Collected data entries
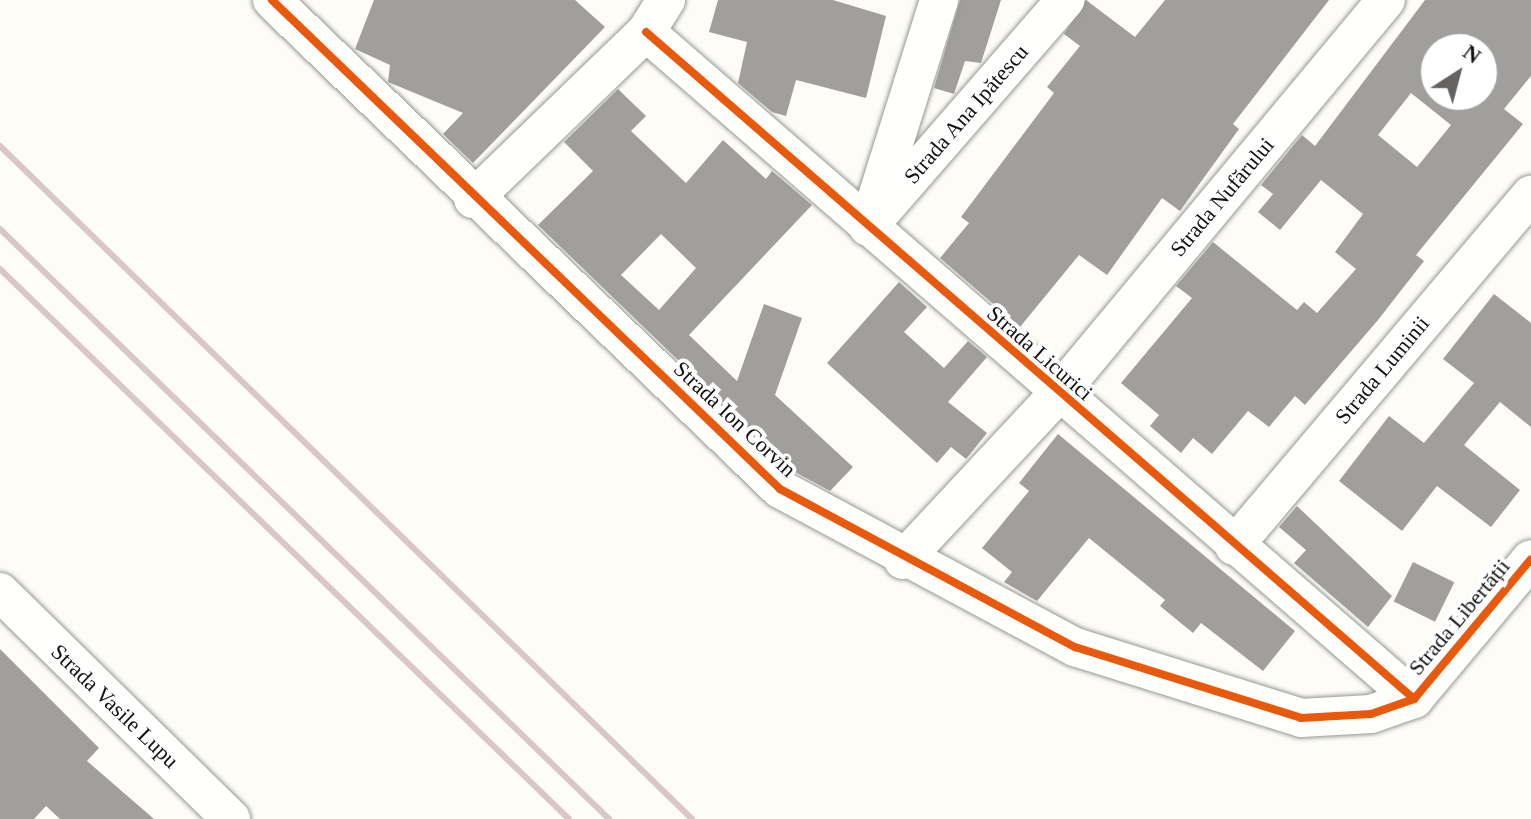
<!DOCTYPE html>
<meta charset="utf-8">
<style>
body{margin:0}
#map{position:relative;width:1531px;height:819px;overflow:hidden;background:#fdfcf7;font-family:Georgia,serif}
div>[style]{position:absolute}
.building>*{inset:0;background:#a19f9c;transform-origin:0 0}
.roads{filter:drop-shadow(0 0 2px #979795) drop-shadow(0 0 2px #979795)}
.minor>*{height:38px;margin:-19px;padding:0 19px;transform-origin:19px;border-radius:19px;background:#fffffe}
.rail>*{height:6px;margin:-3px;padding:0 3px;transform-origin:3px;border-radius:3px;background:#d9c6c7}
.cycleway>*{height:8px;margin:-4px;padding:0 4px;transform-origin:4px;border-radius:4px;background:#e8590c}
span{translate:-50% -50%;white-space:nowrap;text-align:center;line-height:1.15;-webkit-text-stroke:8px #fff;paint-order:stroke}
.street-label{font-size:22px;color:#111}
.north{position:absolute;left:1419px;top:32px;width:80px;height:80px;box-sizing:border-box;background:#fff;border:2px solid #a0a0a0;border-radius:50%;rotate:36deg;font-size:22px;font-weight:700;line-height:32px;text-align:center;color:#111}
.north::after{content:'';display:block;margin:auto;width:28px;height:36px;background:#646362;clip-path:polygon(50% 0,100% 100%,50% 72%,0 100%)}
</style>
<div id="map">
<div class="building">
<i style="clip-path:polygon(374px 0,575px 0,605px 27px,473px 163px,443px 134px,463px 113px,388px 82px,390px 65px,355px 49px)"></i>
<i style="clip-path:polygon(718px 0,833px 0,886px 16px,866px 98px,796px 80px,786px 116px,772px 112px,738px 83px,747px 42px,709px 32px)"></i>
<i style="clip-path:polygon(960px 0,1001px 0,981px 63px,965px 61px,954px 94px,934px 88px)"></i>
<i style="clip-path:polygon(1086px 0,1135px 37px,1165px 0,1329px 0,1233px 124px,1239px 129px,1180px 211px,1162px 198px,1107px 275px,1079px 255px,1020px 327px,940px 258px,969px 223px,961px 217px,1054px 93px,1047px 87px,1080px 46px,1064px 34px)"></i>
<i style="clip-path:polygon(evenodd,1425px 0,1531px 0,1531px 76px,1504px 109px,1523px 124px,1416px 255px,1424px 261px,1378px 320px,1305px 405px,1295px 396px,1269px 427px,1248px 411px,1212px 454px,1193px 438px,1181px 453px,1150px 426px,1159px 415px,1121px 383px,1192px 298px,1176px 286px,1213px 242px,1297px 310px,1304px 302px,1317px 313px,1356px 269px,1335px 252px,1363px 214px,1321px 180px,1280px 230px,1258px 212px,1273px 194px,1261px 185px,1302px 135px,1315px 146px,1425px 0,1435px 48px,1483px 48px,1483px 96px,1435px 96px,1435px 48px,1425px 0,1411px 93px,1451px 125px,1417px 167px,1378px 135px,1411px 93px)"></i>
<i style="clip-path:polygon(evenodd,618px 89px,646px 116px,631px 131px,686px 183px,723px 140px,766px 179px,772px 171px,812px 205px,689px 335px,737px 381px,764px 304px,802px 318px,775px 395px,853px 467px,830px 491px,793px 471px,538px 225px,593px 171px,564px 142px,618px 89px,661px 234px,696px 268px,659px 310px,621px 275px,661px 234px)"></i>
<i style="clip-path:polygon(899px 282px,927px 307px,904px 332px,944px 368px,968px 341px,987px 357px,948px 402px,987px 433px,966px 459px,951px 447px,937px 463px,827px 363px)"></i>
<i style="clip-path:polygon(1494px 294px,1531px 323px,1531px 427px,1500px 402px,1464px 445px,1520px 490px,1491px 527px,1437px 486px,1402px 531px,1339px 481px,1389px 416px,1424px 443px,1474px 383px,1443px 359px)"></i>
<i style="clip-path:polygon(1058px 434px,1295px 631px,1263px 671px,1201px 623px,1193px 633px,1160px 606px,1165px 600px,1089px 538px,1037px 601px,1004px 582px,1012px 572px,982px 548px,1029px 491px,1019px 483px)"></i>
<i style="clip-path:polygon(1297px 506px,1392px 596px,1368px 627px,1294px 563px,1306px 550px,1279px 527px)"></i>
<i style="left:1413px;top:562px;width:46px;height:44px;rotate:26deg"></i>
<i style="clip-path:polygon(0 649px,99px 748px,87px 761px,154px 819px,60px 819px,46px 806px,34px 819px,0 819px)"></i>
</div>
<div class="roads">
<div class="minor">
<i style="left:272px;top:0;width:705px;rotate:43.91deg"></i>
<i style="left:780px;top:489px;width:335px;rotate:28.2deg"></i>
<i style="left:1075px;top:647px;width:237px;rotate:17.4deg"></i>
<i style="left:1301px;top:718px;width:70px;rotate:-3.3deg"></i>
<i style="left:1371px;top:714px;width:46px;rotate:-19.2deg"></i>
<i style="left:1414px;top:699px;width:182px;rotate:-50.1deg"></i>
<i style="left:646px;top:32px;width:1017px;rotate:40.97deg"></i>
<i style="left:473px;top:199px;width:240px;rotate:-44deg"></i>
<i style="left:646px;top:32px;width:38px;rotate:-58deg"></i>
<i style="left:872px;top:213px;width:223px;rotate:-72.5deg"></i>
<i style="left:868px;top:227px;width:301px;rotate:-49deg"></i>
<i style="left:1234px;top:546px;width:460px;rotate:-49.8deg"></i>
<i style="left:903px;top:560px;width:229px;rotate:-47deg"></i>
<i style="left:1059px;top:393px;width:511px;rotate:-50.24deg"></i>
<i style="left:0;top:592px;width:324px;rotate:44.5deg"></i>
</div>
</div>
<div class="rail">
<i style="left:0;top:146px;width:965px;rotate:44.2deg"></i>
<i style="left:0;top:229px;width:848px;rotate:44.09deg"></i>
<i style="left:0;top:269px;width:791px;rotate:44.03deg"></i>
</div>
<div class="cycleway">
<i style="left:272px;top:0;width:705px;rotate:43.91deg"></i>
<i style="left:780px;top:489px;width:335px;rotate:28.2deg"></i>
<i style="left:1075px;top:647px;width:237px;rotate:17.4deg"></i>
<i style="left:1301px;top:718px;width:70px;rotate:-3.3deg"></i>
<i style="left:1371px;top:714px;width:46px;rotate:-19.2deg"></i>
<i style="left:1414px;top:699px;width:182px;rotate:-50.1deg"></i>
<i style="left:646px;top:32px;width:1017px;rotate:40.97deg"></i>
</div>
<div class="street-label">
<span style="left:966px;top:114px;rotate:-49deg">Strada Ana Ipătescu</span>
<span style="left:1222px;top:197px;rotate:-50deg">Strada Nufărului</span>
<span style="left:1040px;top:353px;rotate:41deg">Strada Licurici</span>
<span style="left:1382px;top:370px;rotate:-50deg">Strada Luminii</span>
<span style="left:735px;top:419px;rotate:43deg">Strada Ion Corvin</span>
<span style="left:1459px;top:617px;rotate:-50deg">Strada Libertății</span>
<span style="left:115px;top:706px;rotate:44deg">Strada Vasile Lupu</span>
</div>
<div class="north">N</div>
</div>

ACTION ITEM
Write out exactly the opening lines of the data, stopping after the line that holds "2px #979795) drop-shadow(0". Exclude pictures.

ANSWER SECTION
<!DOCTYPE html>
<meta charset="utf-8">
<style>
body{margin:0}
#map{position:relative;width:1531px;height:819px;overflow:hidden;background:#fdfcf7;font-family:Georgia,serif}
div>[style]{position:absolute}
.building>*{inset:0;background:#a19f9c;transform-origin:0 0}
.roads{filter:drop-shadow(0 0 2px #979795) drop-shadow(0 0 2px #979795)}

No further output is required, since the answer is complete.